To compare eight different strains and substrains of outbred and inbred rats in respect to magnetic field effects on cell proliferation in the mammary gland, susceptibility to DMBA-induced mammary cancer, and magnetic field effects on mammary tumor development and growth in the DMBA model. Furthermore, a magnetic field-sensitive inbred rat strain which is suited for genetic studies (such as backcrossing to identify genes responsible for magnetic field sensitivity) should be identified.
The authors suggest that genetic differences between substrains of Sprague-Dawley rats are involved in different results of different groups/laboratories on mammary tumor development (q.v. publication 4796). In contrast to Sprague-Dawley rats SD1, no enhanced cell proliferation and increased mammary tumor development was determined after magnetic field exposure in Sprague-Dawley rats SD2 (publication 13697).
In some experiments the effect of DMBA on cell proliferation in the mammary gland was determined.
|Exposure duration||continuously for 2 weeks|
In addition to the magnetic field-sensitive Sprague-Dawley substrain SD1 previously used in authors' experiments (see "related articles"), Fischer 344 rats were the only strain in which magnetic field exposure significantly enhanced BrdU labeling in the mammary epithelium, indicating a marked increase in cell proliferation. The magnetic field-induced increase in BrdU labeling in Fischer 344 rats was similar to that found after DMBA application.

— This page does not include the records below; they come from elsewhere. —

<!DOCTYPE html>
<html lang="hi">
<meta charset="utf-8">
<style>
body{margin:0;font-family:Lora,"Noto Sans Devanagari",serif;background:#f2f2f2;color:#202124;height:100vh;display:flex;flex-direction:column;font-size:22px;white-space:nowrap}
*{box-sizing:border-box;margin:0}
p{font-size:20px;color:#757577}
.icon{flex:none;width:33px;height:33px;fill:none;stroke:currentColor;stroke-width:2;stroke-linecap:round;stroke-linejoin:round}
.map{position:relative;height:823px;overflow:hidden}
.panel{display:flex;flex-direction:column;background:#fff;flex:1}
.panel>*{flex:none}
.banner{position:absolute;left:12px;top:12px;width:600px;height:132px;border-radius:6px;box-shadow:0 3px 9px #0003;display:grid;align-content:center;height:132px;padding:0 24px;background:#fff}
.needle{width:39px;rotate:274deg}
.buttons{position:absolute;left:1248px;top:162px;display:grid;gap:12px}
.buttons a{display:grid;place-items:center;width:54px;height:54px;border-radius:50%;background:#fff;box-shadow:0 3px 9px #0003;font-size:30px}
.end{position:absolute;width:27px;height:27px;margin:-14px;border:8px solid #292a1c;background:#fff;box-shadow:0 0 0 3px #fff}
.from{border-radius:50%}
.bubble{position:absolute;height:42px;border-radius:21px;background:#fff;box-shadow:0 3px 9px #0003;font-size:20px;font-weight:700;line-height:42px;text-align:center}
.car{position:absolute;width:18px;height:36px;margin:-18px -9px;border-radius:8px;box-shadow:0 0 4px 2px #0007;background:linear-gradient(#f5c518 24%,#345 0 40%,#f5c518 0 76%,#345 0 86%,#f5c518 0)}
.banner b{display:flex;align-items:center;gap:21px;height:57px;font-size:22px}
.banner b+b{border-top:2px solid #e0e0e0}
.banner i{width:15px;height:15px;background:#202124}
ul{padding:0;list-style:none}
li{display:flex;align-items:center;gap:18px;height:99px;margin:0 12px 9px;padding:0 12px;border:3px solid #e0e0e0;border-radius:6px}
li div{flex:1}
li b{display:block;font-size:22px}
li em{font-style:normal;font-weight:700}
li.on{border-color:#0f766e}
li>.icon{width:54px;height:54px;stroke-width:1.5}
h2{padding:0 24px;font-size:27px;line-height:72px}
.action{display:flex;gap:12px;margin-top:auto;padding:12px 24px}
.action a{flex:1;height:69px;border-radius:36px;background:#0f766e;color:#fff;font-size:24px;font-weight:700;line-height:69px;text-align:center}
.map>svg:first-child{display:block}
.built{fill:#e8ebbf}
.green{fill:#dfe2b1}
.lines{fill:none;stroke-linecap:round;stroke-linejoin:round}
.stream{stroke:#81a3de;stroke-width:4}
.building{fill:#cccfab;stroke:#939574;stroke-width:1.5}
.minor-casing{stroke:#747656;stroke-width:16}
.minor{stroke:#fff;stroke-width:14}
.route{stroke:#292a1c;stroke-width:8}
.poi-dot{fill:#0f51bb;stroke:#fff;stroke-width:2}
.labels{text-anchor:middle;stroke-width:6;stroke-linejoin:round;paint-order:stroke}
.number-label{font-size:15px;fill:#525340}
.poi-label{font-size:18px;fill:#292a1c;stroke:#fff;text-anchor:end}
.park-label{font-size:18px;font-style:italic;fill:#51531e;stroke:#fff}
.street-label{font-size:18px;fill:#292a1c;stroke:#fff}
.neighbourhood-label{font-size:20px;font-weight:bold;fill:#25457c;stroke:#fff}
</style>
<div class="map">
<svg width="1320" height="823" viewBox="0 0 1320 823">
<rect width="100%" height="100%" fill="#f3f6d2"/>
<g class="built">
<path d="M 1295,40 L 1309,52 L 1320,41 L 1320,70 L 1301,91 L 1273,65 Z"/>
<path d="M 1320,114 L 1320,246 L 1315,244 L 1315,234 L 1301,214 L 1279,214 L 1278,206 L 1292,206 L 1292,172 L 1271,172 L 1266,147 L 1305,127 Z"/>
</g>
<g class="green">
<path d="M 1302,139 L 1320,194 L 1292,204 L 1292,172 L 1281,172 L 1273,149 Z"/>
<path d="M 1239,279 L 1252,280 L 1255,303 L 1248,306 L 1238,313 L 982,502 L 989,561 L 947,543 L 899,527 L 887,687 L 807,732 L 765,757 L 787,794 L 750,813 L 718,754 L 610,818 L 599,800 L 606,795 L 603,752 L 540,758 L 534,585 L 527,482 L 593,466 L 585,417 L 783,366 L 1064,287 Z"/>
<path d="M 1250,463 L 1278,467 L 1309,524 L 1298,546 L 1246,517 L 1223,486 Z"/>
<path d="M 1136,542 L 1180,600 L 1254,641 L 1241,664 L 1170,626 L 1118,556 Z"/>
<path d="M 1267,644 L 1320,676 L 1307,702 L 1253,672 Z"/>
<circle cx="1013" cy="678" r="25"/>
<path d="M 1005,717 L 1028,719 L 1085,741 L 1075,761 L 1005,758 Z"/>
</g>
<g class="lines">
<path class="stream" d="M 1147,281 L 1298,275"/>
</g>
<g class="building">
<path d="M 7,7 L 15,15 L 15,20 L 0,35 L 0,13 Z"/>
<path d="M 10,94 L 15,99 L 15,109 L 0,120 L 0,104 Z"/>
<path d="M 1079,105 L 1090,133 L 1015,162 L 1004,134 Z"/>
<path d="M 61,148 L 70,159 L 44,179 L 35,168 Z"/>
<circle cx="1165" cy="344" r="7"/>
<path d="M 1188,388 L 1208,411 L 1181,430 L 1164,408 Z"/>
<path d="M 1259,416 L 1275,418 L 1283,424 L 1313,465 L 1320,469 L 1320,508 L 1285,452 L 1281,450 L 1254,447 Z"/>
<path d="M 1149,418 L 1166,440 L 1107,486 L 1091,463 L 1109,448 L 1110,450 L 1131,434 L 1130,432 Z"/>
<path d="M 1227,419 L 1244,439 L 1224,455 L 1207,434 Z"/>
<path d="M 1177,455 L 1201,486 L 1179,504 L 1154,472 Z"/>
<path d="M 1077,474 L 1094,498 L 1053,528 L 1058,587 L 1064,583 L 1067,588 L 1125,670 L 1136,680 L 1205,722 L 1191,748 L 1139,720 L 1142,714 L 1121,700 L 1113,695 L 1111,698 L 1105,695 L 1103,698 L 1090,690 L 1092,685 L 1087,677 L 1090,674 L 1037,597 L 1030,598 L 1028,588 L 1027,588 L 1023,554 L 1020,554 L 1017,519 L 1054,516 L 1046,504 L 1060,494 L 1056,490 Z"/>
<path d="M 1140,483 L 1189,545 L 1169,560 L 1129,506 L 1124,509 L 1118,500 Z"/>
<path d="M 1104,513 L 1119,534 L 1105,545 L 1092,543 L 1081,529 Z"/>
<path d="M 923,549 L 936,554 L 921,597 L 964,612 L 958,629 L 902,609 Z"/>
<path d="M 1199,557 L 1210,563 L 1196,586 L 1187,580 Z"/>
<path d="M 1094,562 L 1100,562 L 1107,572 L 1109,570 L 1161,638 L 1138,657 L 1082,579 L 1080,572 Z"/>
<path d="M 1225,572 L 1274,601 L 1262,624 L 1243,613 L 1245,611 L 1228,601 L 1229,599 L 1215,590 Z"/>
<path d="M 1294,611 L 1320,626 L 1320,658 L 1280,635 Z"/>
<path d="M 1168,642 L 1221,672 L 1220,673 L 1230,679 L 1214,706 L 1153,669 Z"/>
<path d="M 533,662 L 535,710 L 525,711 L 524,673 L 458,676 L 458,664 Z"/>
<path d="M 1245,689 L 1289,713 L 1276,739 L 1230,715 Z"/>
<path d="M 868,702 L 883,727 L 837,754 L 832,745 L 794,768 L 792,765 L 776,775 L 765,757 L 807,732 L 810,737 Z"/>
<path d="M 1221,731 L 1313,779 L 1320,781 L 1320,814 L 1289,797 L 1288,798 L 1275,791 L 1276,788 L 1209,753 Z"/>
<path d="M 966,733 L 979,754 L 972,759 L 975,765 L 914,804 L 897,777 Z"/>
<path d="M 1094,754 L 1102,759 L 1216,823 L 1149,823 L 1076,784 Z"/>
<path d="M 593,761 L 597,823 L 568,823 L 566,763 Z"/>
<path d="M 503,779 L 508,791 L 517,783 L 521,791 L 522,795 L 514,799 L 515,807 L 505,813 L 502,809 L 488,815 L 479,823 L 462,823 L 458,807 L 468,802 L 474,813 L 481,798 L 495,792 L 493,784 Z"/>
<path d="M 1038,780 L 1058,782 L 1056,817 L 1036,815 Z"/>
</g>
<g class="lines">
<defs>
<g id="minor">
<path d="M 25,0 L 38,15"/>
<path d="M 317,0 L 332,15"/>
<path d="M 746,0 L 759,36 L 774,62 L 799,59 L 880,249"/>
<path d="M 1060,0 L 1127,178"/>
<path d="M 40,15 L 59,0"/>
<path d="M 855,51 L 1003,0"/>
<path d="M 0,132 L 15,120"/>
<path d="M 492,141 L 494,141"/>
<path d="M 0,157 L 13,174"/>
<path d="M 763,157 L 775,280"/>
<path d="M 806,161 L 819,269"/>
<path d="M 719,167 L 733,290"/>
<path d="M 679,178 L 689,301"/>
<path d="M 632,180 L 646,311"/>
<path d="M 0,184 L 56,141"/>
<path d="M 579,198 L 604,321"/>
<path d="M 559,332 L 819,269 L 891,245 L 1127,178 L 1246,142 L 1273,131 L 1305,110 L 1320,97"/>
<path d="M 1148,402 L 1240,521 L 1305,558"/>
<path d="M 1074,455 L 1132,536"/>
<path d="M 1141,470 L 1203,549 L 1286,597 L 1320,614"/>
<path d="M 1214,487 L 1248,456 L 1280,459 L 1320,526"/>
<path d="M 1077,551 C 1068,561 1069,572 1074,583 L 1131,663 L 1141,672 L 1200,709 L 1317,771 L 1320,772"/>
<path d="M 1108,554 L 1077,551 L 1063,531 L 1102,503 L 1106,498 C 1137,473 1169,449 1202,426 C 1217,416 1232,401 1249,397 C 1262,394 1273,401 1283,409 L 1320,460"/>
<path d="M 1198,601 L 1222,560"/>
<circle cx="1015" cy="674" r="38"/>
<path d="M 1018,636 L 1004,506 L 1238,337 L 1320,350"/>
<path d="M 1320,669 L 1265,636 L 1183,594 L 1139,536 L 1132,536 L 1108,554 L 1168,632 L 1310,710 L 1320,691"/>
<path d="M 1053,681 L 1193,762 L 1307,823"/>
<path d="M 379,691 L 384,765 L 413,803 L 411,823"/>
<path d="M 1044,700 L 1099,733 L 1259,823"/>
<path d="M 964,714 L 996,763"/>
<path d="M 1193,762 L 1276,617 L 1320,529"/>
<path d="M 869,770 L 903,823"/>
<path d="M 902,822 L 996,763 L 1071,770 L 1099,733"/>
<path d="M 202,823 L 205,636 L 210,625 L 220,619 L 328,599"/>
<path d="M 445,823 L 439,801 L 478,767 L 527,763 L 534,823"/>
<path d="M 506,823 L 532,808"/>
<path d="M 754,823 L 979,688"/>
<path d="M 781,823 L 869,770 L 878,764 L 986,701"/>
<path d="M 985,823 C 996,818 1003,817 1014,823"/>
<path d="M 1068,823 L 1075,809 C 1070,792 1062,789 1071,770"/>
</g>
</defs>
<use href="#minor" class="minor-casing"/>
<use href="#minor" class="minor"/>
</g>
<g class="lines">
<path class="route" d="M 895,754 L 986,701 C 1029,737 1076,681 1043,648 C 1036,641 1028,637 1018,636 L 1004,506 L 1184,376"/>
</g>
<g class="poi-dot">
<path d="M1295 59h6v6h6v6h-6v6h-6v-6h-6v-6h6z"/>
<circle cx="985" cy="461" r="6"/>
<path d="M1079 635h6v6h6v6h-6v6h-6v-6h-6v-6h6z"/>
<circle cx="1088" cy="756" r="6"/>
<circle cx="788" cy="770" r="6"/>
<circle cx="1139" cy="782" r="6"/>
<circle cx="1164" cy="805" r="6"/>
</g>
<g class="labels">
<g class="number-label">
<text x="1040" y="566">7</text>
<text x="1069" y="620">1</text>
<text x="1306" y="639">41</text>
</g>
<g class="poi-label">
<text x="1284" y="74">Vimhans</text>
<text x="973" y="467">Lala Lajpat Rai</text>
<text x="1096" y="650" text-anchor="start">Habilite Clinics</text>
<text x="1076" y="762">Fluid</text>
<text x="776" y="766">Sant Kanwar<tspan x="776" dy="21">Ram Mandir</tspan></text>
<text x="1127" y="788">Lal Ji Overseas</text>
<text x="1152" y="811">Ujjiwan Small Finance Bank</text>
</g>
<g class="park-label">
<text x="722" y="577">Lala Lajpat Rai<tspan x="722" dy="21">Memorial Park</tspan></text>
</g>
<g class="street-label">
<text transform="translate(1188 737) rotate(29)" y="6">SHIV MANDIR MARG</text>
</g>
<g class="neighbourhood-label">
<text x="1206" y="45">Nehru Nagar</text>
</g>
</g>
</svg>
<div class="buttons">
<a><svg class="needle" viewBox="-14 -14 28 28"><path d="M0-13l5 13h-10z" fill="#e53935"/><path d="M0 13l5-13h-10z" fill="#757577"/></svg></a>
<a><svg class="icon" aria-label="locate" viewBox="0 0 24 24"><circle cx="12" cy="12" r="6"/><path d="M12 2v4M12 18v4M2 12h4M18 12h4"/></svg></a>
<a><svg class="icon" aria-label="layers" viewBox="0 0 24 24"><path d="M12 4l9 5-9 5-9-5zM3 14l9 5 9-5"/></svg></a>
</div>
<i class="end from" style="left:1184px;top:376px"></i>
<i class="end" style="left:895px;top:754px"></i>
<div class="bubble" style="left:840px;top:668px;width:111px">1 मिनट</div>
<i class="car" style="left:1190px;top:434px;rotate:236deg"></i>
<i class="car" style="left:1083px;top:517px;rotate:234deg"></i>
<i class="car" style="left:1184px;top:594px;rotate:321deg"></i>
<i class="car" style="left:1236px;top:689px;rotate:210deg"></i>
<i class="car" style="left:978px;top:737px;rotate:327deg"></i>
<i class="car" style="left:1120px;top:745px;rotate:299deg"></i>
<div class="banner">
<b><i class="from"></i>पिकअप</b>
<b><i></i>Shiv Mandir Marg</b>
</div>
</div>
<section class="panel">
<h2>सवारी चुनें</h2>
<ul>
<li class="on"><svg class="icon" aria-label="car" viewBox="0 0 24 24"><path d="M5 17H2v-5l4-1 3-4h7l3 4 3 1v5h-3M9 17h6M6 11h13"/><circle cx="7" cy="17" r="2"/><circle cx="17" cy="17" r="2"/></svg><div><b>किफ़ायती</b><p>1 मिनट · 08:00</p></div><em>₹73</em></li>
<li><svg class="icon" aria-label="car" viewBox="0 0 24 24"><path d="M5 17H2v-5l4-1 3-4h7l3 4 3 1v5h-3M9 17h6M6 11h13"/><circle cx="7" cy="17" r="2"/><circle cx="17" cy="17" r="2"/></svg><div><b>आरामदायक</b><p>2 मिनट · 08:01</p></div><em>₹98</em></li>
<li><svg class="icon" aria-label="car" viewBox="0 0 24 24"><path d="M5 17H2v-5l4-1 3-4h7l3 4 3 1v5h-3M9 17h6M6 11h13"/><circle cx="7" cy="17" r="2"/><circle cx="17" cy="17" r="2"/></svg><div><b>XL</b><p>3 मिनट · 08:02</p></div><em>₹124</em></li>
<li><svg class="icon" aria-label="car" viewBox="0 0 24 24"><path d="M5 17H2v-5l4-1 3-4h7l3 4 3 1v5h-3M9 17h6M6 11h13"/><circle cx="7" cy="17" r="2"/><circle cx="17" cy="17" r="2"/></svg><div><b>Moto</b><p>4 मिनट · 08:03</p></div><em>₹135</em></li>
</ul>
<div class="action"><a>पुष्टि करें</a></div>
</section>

Furthermore, analysis of mammary tissue from Fischer 344 rats revealed that exposure to magnetic field increased the number of terminal end buds, i.e. the site of origin of mammary carcinomas.
By comparison with magnetic field-insensitive inbred rat strains, Fischer 344 rats may serve to evaluate the genetic factors underlying sensitivity to cocarcinogenic or tumor-promoting effects of magnetic field irradiation.